Los caprichos fronterizos de Oriente Medio

Por Fernando Arancón
El Plan Schlieffen, con el que Alemania esperaba vencer rápidamente a Francia, había fracasado. Aquella guerra que el Káiser Guillermo II esperaba resuelta para la Navidad de 1914 estaba poco tiempo después en punto muerto. El noreste de Francia se había convertido en uno de los mayores cementerios del mundo tras la batalla del Marne, situación agravada entre 1915 y 1916 tras sucederse los combates en Verdún y el Somme. Al otro extremo del Segundo Reich la situación no era mejor. Las tropas germanas habían vencido con cierta facilidad a los rusos en Tannenberg, y los ejércitos del Zar se deshacían entre los disparos de los Mauser, las deserciones, las cargas en masa y la total carencia de armamento y avituallamiento.
La pareja franco-británica, consciente de la precaria situación de su aliado oriental, se había propuesto descongestionar su maltrecho frente de Picardía y Champaña llevando la guerra lejos de allí. Los Balcanes no eran distracción suficiente para las tropas austrohúngaras y otomanas. En 1915 se consumaba el cambio de bando de Italia tras prometérsele por parte francesa, británica y rusa los territorios irredentos que su insaciable nacionalismo añoraba. Sin embargo, la aportación de los italianos al avance aliado fue escasa, ya que sus progresos en el frente alpino se demostraron prácticamente nulos, y sólo distrajeron una pequeña parte de las tropas austrohúngaras. El precio a pagar, cientos de miles de bajas.
Así pues, la apertura de otro frente era vital. Si los rusos capitulaban, las Potencias Centrales se lanzarían al asalto y barrerían al machacado ejército anglo-francés. Los aliados trataron entonces de sacar al Imperio Otomano de la guerra atacando los Dardanelos. Su clímax, Galípoli, fue otra carnicería en tablas, soportada esta vez por australianos y neozelandeses. Sin embargo, los ingleses habían dado con una tecla que sonaba medianamente bien.
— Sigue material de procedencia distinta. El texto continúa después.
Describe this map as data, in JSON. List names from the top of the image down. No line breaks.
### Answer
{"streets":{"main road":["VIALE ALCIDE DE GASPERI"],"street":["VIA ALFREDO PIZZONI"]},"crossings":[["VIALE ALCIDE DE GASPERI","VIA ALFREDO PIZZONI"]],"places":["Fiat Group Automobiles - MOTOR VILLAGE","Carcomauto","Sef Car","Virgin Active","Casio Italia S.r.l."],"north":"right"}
Aquel imperio multiétnico, multirreligioso y con un nacionalismo árabe creciente era el escenario perfecto en el que derrumbar los cimientos otomanos y sacar así de la partida a un vital aliado germano. Las consecuencias de toda aquella operación política, diplomática y militar se plasmaron en las fronteras de Oriente Medio, límites tan al gusto de Londres y París y tan incomprendidos como escasamente aceptados por distintos actores de la región. Un siglo después, lo que ocurre en aquella zona del mundo tiene mucho que ver con cómo se dinamitó y heredó el Imperio Otomano.

Promesas y desilusiones

En los primeros años del siglo XX, el declive del Imperio Otomano resultaba evidente. Lejos quedaba el sultanato hasta las murallas de Viena, y por aquel entonces los territorios más periféricos del imperio eran descaradamente repartidos e invadidos por las potencias –o semipotencias como Italia, que invadió la Libia otomana en 1912 con el fin de asistir de manera testimonial al reparto colonial– que veían en Oriente Medio la expansión natural y el conector geográfico propicio entre la metrópolis y sus inmensos imperios de ultramar.
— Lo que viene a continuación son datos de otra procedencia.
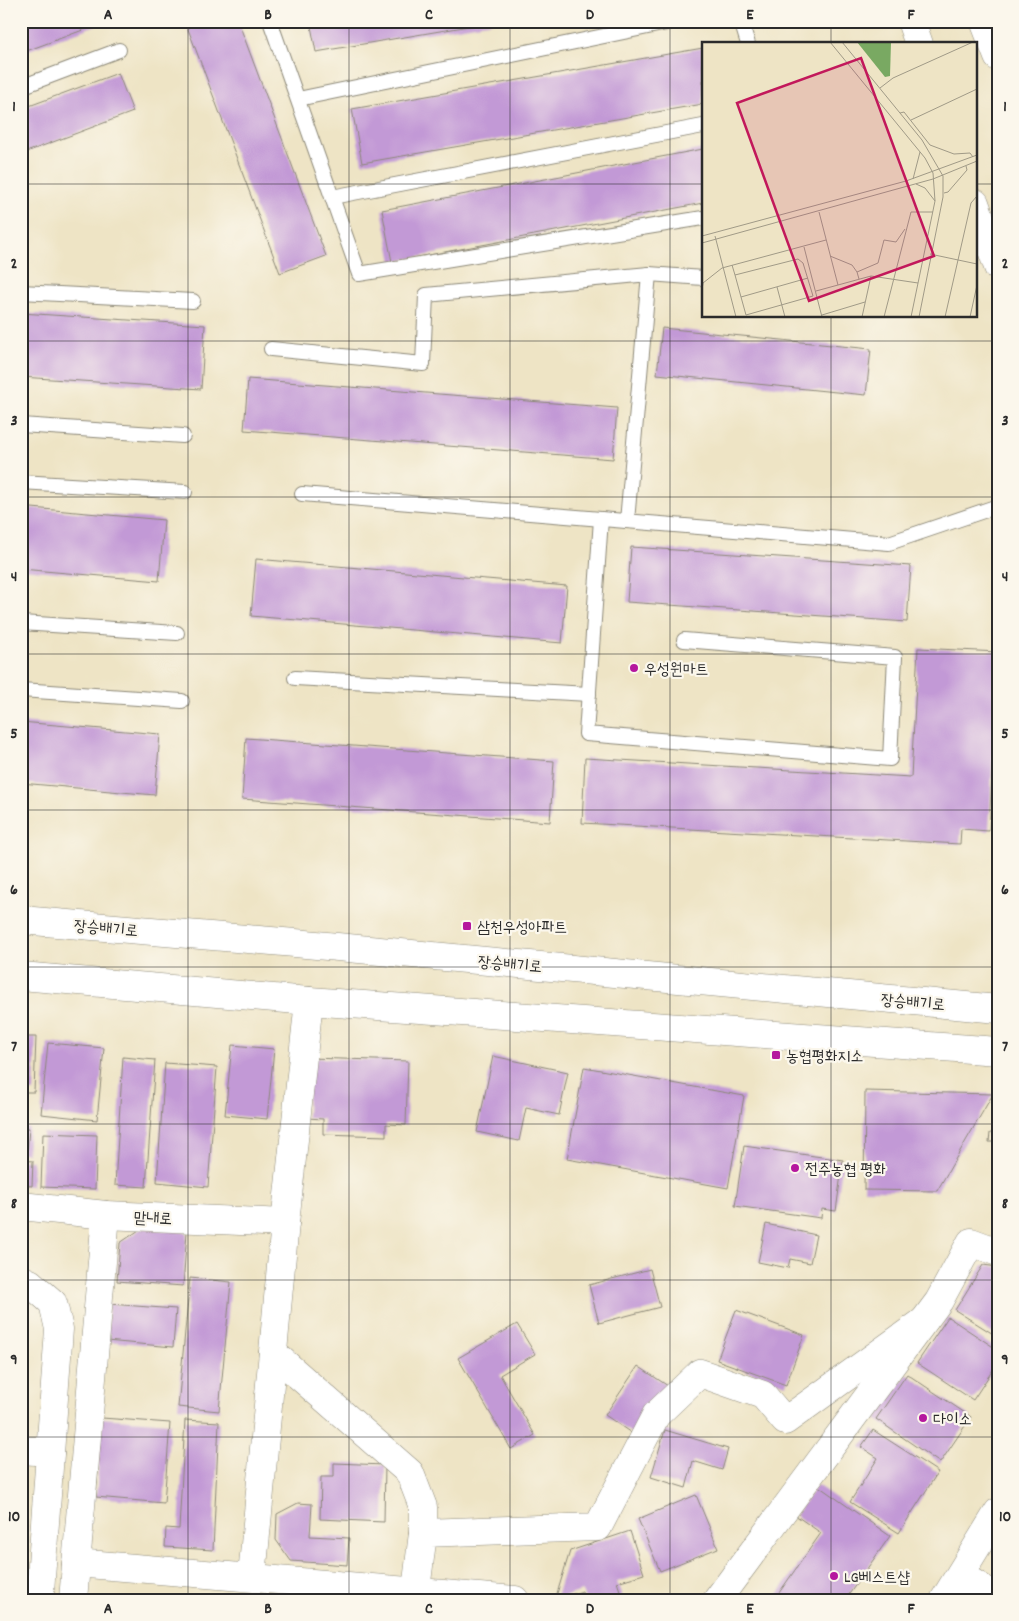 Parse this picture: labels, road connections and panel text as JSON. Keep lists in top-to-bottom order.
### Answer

Sin embargo, el gigante otomano se resistía a morir como imperio. Los “Jóvenes Turcos”, en el poder desde mediados de 1908, se habían propuesto fortalecer Turquía y sus territorios para alejarlos de las injerencias extranjeras. Su modelo de gobierno, altamente centralista y autocrático, había despertado recelos en las poblaciones árabes del imperio, especialmente en aquellas que desde el siglo XIX llevaban gestando un creciente sentimiento panarabista.
El Imperio Otomano hacia 1914. En aquellos años todavía controlaba importantes centros económicos y demográficos, como Mesopotamia o la costa arábiga del Mar Rojo
El Imperio Otomano hacia 1914. En aquellos años todavía controlaba importantes centros económicos y demográficos, como Mesopotamia o la costa arábiga del Mar Rojo
Los británicos, hábiles en este tipo de escenarios, optaron por alimentar los deseos independentistas de los pueblos árabes con la intención de que este conflicto carcomiese al estado otomano e inclinase la balanza a su favor en la guerra. Lord Kitchener, secretario de Estado británico para la guerra, decide contactar a través de Henry MacMahon, entonces alto comisario británico en Egipto, con el jerife de La Meca, Hussain ibn Ali, y proponerle un levantamiento de las tribus arábigas contra los Otomanos. A cambio, el Reino Unido verá con buenos ojos un estado árabe en la zona. Sin embargo, y de manera deliberada, las promesas británicas son ambiguas, y las malinterpretaciones numerosas.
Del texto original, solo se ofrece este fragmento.